Head Pancreatic Carcinoma
Female, 48 year old patient with a history of pancreatic head tumor diagnosed by CT and MRI (not shown). She was referred for initial staging. There is 18F-FDG PET hypermetabolic activity in the right epigastrium compatible with a malignant tumor of the pancreas head (Volumetric images, A (frontal) and B (right lateral), black arrows) (SUVmáx of 10.5), without other locations.

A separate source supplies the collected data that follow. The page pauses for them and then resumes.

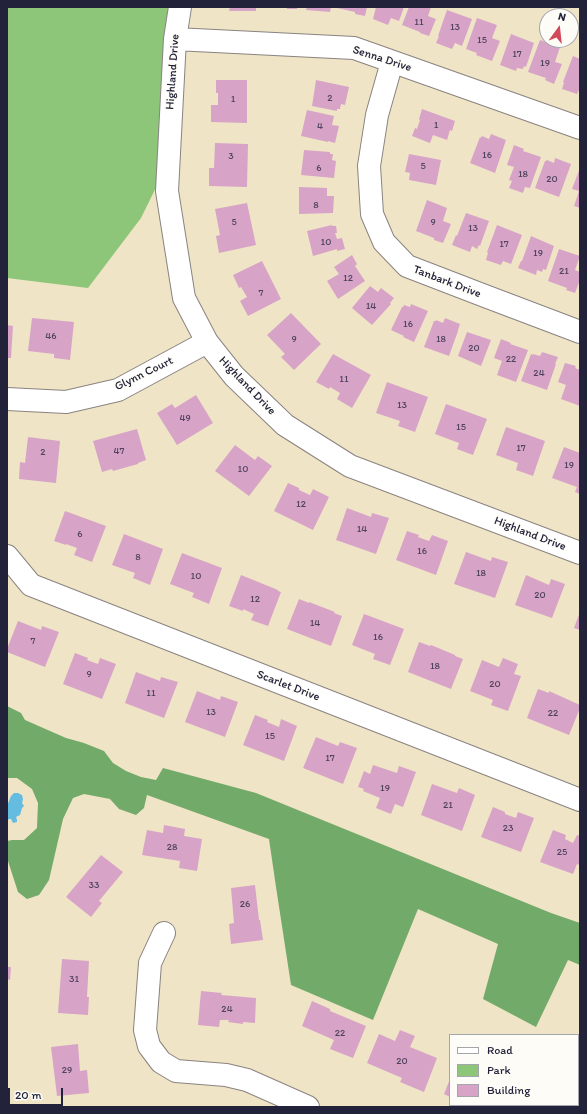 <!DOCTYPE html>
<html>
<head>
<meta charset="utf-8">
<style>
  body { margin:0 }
  #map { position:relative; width:587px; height:1114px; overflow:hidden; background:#f0e4c6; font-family:Itim,sans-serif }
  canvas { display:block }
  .frame { position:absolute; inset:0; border:8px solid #22223b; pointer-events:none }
  .legend { position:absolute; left:449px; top:1034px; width:130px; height:72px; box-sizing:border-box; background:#fdfcf7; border:1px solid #a5a5ac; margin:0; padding:5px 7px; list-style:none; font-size:12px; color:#22223b }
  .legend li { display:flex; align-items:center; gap:8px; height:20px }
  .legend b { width:20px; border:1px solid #a5a5ac }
  .north { position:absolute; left:539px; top:8px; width:40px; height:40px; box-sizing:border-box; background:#fdfcf7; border:1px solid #a5a5ac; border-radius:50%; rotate:15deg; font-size:11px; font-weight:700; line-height:16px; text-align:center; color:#22223b }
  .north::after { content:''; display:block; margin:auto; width:14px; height:18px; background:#d1495b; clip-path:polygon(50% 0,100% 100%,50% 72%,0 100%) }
  .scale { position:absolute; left:8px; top:1088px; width:55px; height:18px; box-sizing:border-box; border:2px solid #22223b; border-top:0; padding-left:5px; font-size:12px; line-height:14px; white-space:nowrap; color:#22223b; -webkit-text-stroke:3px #fdfcf7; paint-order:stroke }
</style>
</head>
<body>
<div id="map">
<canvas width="587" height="1114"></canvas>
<div class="frame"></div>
<ul class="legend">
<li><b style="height:5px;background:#fff"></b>Road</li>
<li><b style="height:11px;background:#8dc579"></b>Park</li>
<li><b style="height:11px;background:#d7a4c7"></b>Building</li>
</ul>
<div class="north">N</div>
<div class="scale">20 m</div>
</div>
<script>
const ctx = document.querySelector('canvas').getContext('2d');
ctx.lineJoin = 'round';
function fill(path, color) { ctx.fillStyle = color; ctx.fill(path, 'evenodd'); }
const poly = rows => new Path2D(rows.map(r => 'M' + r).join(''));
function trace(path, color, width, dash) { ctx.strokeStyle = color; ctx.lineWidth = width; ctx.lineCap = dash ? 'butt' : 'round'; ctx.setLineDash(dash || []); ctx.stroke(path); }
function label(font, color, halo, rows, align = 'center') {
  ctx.font = font + ' Itim,sans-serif'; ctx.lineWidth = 3; ctx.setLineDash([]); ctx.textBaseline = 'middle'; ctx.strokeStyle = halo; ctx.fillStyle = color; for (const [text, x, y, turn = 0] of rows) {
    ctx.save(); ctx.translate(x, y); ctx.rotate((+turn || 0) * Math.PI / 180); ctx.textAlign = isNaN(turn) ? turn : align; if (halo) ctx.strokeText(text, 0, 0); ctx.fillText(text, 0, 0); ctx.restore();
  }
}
fill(poly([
  [7,7,180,7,168,163,141,218,88,288,7,278]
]), '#8dc579');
fill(poly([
  [7,706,21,713,25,720,66,738,84,743,104,751,113,763,126,771,141,777,156,780,163,768,256,793,551,913,580,923,580,965,568,960,536,1027,483,999,498,944,418,909,373,1020,291,985,276,887,269,839,147,795,144,808,136,815,119,809,110,799,84,794,73,798,63,819,49,880,39,895,27,899,18,892,7,858,7,841,12,840,24,840,37,828,38,803,32,789,17,778,7,778]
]), '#72aa69');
fill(poly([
  [14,793,18,793,22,795,23,799,22,803,24,806,22,808,20,815,16,817,17,820,17,822,13,823,11,819,9,819,7,821,7,806,11,796]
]), '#64bce1');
fill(poly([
  [230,7,256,7,256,11,229,11],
  [287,7,297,7,297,9,287,9],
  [307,7,331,7,330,12,306,10],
  [337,7,367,7,365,16,355,14,355,12,337,8],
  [376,7,404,7,399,21,391,18,388,25,373,19],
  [409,7,431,7,428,16,436,19,429,36,420,33,420,32,402,25],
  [447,10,472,19,462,46,455,43,452,49,436,43,439,36,438,36],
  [477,18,497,25,492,38,500,41,492,61,476,55,477,53,466,49],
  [511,34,534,43,526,67,524,66,523,69,517,68,516,71,500,65],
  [540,40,560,47,555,62,562,64,554,84,545,80,546,78,528,72],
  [573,56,580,59,580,88,577,94,562,89,564,83,563,82],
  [216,80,247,80,247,123,211,122,211,105,218,105,218,93,216,93],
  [316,80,349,87,345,105,341,104,340,109,337,109,337,111,312,106],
  [422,109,455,121,452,131,450,130,447,140,433,135,430,143,412,136,415,128,417,129,420,120,419,119],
  [307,110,334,116,332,125,339,126,335,143,328,141,328,142,301,136],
  [491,134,506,140,495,173,470,163,480,137,481,138,482,136,489,139],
  [215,143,248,144,247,187,209,186,209,168,214,168],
  [514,145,524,149,523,151,541,157,530,188,525,187,523,193,509,188,512,181,509,180,514,167,507,165],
  [304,150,330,152,330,154,333,154,332,160,336,161,334,178,301,175],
  [409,154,441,160,436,185,409,180,410,173,405,172],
  [555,158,571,164,559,197,535,188,545,161,546,161,547,160,554,163],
  [580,168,580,208,574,206,579,191,572,189],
  [299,187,327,188,327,196,334,196,333,213,299,214],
  [427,200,447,208,443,221,451,224,443,243,434,240,434,238,416,231],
  [247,203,256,245,219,253,216,236,220,235,215,209],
  [466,213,489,221,480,246,479,245,477,249,472,246,470,252,452,245,456,235,457,236],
  [332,225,332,226,336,226,337,233,335,233,337,239,342,238,345,249,337,251,337,249,313,256,307,231],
  [497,225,522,235,511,264,503,261,501,265,486,260,488,253,487,252],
  [531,236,554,246,546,270,543,269,542,272,537,270,536,275,518,268,521,261,522,261],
  [559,249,580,256,575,270,580,272,580,280,575,293,566,290,567,288,548,281],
  [352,255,357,264,355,266,365,281,338,299,327,281,339,274,334,267],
  [262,261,281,299,248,316,240,301,247,297,241,287,239,288,233,275],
  [370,286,378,292,381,288,394,298,390,303,391,304,372,325,352,308],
  [411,304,428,311,414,342,403,337,404,336,391,330,402,307,403,307,404,305,410,307],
  [291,313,321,344,294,370,281,357,285,354,267,335],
  [32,318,74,322,70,360,54,358,54,354,28,351],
  [445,318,460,324,458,330,458,331,449,356,424,347,434,321,436,321,436,320,443,323],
  [7,325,13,326,11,358,7,358],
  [467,332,491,340,481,366,458,356],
  [501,339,511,343,510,344,528,350,516,382,497,375,502,361,494,358],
  [542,352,558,357,555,364,556,364,547,390,521,381,531,354,533,355,533,354,540,356],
  [333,354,371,375,352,408,337,399,340,393,330,387,329,389,316,382],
  [565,363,576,366,575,368,580,370,580,406,561,399,566,385,558,382],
  [387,382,428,397,415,432,398,426,400,421,376,413],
  [196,395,213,423,177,445,157,413,172,404,175,408],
  [446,404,487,419,473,455,457,449,459,443,435,434],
  [506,427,545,441,533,476,516,470,518,463,496,455],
  [137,429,146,460,138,463,138,464,113,471,112,469,102,472,93,441],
  [28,437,60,441,56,483,19,479,20,462,25,463],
  [235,445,255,460,258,456,272,466,249,496,215,471],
  [564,447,580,453,580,494,575,492,577,487,552,478],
  [288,483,299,488,299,490,310,495,313,489,329,497,313,530,274,511],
  [347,508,371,517,372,513,389,518,376,554,336,540],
  [65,511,106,526,92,562,74,555,77,548,66,544,66,545,54,541],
  [407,531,419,535,418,537,429,541,432,535,448,541,436,575,396,560],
  [124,534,163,549,150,585,133,578,135,573,112,565],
  [466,552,491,561,492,557,508,562,495,598,454,584],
  [182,553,222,568,209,604,192,597,194,593,170,584],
  [241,575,278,590,278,591,281,592,268,626,251,620,254,614,243,609,243,611,229,606],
  [526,575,549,585,551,579,565,584,552,618,515,605],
  [299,599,309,603,309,602,335,612,334,613,342,616,331,646,287,629],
  [580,612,580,630,574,628],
  [364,614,404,629,390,665,373,659,375,654,352,645],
  [18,621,41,630,42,626,59,632,45,667,7,652,7,649],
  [419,642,430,646,431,645,455,655,455,656,463,659,451,689,408,672],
  [75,653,88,658,87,660,98,664,100,658,116,664,102,699,63,684],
  [503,658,518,664,514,674,521,676,508,711,491,705,493,700,470,691,482,660,499,667],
  [136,672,160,681,161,677,178,682,164,718,125,703],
  [538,689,549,693,549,691,580,705,580,708,569,735,527,718],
  [197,691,220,700,221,696,238,702,225,737,185,722],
  [255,715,268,720,267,722,279,727,281,719,297,726,284,761,243,745],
  [316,737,338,746,340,742,357,748,343,784,303,768],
  [373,765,397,773,399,766,416,772,403,807,395,804,391,814,376,808,380,798,363,791,364,789,358,787,364,771,370,774],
  [432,784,457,793,459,788,475,795,462,831,421,815],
  [493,807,505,812,505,814,516,818,518,812,534,818,521,852,481,837],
  [164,825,185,829,184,836,202,839,197,871,179,868,180,861,142,855,147,830,163,833],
  [553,830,566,835,565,839,573,843,577,835,580,836,580,865,577,864,573,874,540,862],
  [101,855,123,872,99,901,102,903,91,917,66,897],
  [255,885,259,920,260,920,263,940,231,944,229,924,234,923,231,888],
  [62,959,89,961,87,997,89,997,88,1015,58,1013],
  [7,967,11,967,10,980,7,979],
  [201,991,222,993,221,995,256,998,255,1023,243,1022,243,1024,228,1022,229,1020,220,1020,219,1027,198,1025],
  [312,1001,330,1009,330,1011,366,1026,353,1058,330,1049,334,1040,302,1026],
  [400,1030,415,1036,410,1047,437,1058,424,1092,400,1082,402,1078,367,1063,379,1034,395,1041],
  [580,1041,580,1104,578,1103,578,1045],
  [78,1044,80,1071,87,1070,89,1093,57,1096,51,1047],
  [450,1079,450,1097,444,1094],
  [469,1105,503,1105,502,1107,474,1107],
  [510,1105,534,1105,534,1107,509,1107]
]), '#d7a4c7');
const minor = poly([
  [180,7,175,39,167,191,184,298,207,342,234,376,285,425,350,466,580,553],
  [175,39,354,48,580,128],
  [392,62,377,115,369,166,372,214,384,242,407,266,485,296,580,332],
  [7,399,66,402,118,390,207,342],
  [7,556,31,585,580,800],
  [164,933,150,963,145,1030,149,1046,161,1062,176,1071,226,1075,247,1080,308,1107]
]);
trace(minor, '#898380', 24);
trace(minor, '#fff', 22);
label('10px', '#4f425e', null, [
  ["11",419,22],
  ["13",455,27],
  ["15",482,40],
  ["17",517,54],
  ["19",545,63],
  ["2",330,98],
  ["1",233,99],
  ["1",436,125],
  ["4",320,126],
  ["16",487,155],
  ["3",231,156],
  ["5",423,166],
  ["6",319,168],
  ["18",523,174],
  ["20",552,179],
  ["8",316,205],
  ["5",234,222],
  ["9",433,222],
  ["13",473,228],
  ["10",326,242],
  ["17",504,244],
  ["19",538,253],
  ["21",564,271],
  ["12",348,278],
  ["7",261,293],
  ["14",371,306],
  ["16",408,324],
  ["46",51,336],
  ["9",294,339],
  ["18",441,339],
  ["20",474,348],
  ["22",511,359],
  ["24",539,373],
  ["11",344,379],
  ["13",402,405],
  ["49",185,418],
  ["15",461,427],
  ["17",521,448],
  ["47",119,451],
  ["2",43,452],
  ["19",569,465],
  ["10",243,469],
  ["12",301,504],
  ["14",362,529],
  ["6",80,534],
  ["16",422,551],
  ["8",138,557],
  ["18",481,573],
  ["10",196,576],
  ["20",540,595],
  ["12",255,599],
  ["14",315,623],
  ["16",378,637],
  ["7",33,641],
  ["18",435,666],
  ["9",89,674],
  ["20",495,684],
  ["11",151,693],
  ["13",211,712],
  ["22",553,713],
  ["15",270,736],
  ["17",330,758],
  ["19",385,788],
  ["21",448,805],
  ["23",508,828],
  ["28",172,847],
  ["25",562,852],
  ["33",94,885],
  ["26",245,904],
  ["31",74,979],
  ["24",227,1009],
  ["22",340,1033],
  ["20",402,1061],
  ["29",67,1070]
]);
label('12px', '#22223b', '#fdfcf7', [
  ["Senna Drive",382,59,18],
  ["Highland Drive",173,72,-86],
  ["Tanbark Drive",447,282,21],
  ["Glynn Court",144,374,-26],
  ["Highland Drive",247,386,46],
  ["Highland Drive",530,534,21],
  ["Scarlet Drive",288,686,21]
]);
</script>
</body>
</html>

From the anatomical point of view pancreas cancer is located in the head in 78%, in the body in 11% andin the tail in 11% .
In the literature it is described low uptake of mucinous cystadenoma due to its low cellularity, often being a false negative. Intraductal papillary mucinous tumor would concentrate in a variable way and according to its degree of malignancy, as well as solid pseudo papillary tumor. In the latter, Nakagohri et al. described an average SUV of 6.3, range 0.9-42.8. On the other hand, ductal adenocarcinoma and acinar cell carcinoma would show intense uptake.
18F-FDG PET/CT is recognized as a useful tool in the preoperative diagnosis of pancreas cancer, since the correlation between FDG focal uptake and the anatomy modality for location reduces false positives. Heinrich et al. prospectively studied 59 patients with PET-FDG/CT with hybrid machine for detecting pancreatic lesions, with a sensitivity of 89%, specificity of 69%, PPV of 91% and NPV of 64%. These data corroborate those found by Lemke et al., in which studied 104 patients with fused images PET-FDG/CT for diagnosing pancreatic malignancy found a sensitivity of 89%, specificity of 64%, PPV of 81% and NPV of 76%.